By using Schubert’s music, which is a very vivid, dissonant and I think mysterious music; Goecke creates a red line that goes through the whole piece. The movements in the choreography are very musical so that movement and music become one.

When I talk about movements in this piece I do not just mean the physicality of the body but also the gesticulation which is part of the whole movement language as well as the facial expressions which are very strong and particular. Mouths get ripped with a silent scream, toughs get pocked out and pulled back; expressive eyes are looking at the audience.

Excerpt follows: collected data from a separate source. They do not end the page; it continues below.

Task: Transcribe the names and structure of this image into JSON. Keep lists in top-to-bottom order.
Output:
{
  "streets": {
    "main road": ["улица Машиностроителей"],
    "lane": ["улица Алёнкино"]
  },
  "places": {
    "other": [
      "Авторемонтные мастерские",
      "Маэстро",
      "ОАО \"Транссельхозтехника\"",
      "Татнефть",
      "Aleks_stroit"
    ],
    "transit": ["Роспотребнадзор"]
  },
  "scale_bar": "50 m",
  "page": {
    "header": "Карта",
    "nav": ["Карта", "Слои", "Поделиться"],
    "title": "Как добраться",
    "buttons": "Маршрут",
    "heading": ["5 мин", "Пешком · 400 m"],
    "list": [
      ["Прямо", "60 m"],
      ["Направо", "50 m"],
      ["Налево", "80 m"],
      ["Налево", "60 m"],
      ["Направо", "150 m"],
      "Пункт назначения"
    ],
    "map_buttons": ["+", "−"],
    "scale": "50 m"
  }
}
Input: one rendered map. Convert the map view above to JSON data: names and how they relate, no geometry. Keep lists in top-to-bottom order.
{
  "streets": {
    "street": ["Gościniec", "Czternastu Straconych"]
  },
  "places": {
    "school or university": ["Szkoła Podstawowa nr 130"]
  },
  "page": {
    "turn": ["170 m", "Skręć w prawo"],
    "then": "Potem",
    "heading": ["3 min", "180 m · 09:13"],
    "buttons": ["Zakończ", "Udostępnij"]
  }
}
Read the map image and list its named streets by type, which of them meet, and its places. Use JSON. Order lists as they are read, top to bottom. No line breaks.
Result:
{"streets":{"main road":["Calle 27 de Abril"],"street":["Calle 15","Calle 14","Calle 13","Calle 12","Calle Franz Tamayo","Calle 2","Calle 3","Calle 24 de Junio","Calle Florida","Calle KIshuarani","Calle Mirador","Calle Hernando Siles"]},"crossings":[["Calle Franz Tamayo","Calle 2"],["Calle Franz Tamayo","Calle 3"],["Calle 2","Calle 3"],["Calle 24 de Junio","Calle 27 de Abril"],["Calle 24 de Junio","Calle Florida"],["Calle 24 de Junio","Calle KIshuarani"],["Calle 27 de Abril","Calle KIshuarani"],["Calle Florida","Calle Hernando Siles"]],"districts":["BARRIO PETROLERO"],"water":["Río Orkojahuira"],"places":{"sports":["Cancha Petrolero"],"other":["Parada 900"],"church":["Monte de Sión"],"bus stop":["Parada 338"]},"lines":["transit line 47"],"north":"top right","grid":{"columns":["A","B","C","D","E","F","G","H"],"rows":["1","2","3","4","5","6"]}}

Clear staccato movements are melting into another movement phrase. Dancers are coming together and separate. The space is moved. This is the movement language Goecke created in this piece.
 

Bildergebnis für wir sagen uns dunkles marco goeckeThe dancers themselves are on an empty dark stage, lightened just with a dim light. No props are used. The man’s are dancing with a naked upper body, the woman with a tight dark leotard. Both wearing long wider trousers with feather like decoration on the back side which makes them appear like another species (supported by the movement and the music).
 

In Goeckes piece we see the dancers “talking dark to each other”. They show us their “dark side” that we are not used to see very often. I do not believe that Goecke is letting the audience experience his piece as something evil because he is “going into the dark” but more as something that we can be curious about and that we can discover for ourselves. I think everyone has a kind of a dark- or hidden side, an inner, deeper demand or desire (to seduce for example). For me this piece was a great inspiration. I guess we know a lot about ourselves but I think that we can always keep discovering. A human has various sides and maybe starting to “talk dark” to other human beings can help us to find out more about ourselves.


 
Even though I am writing a positive review and I want to encourage you to go and see the piece, I do have some annotations for the dancers and the choreographer.

First: Of cause the dim light was contributing to the atmosphere but if it would have been a bit lighter the expressions of the dancers would have become even more visible.

Second: Although the movement language was well developed, a longer stillness or slow movement phrase would have been good for the audience’s eye, because the music was so vivid and twitchy through the whole piece.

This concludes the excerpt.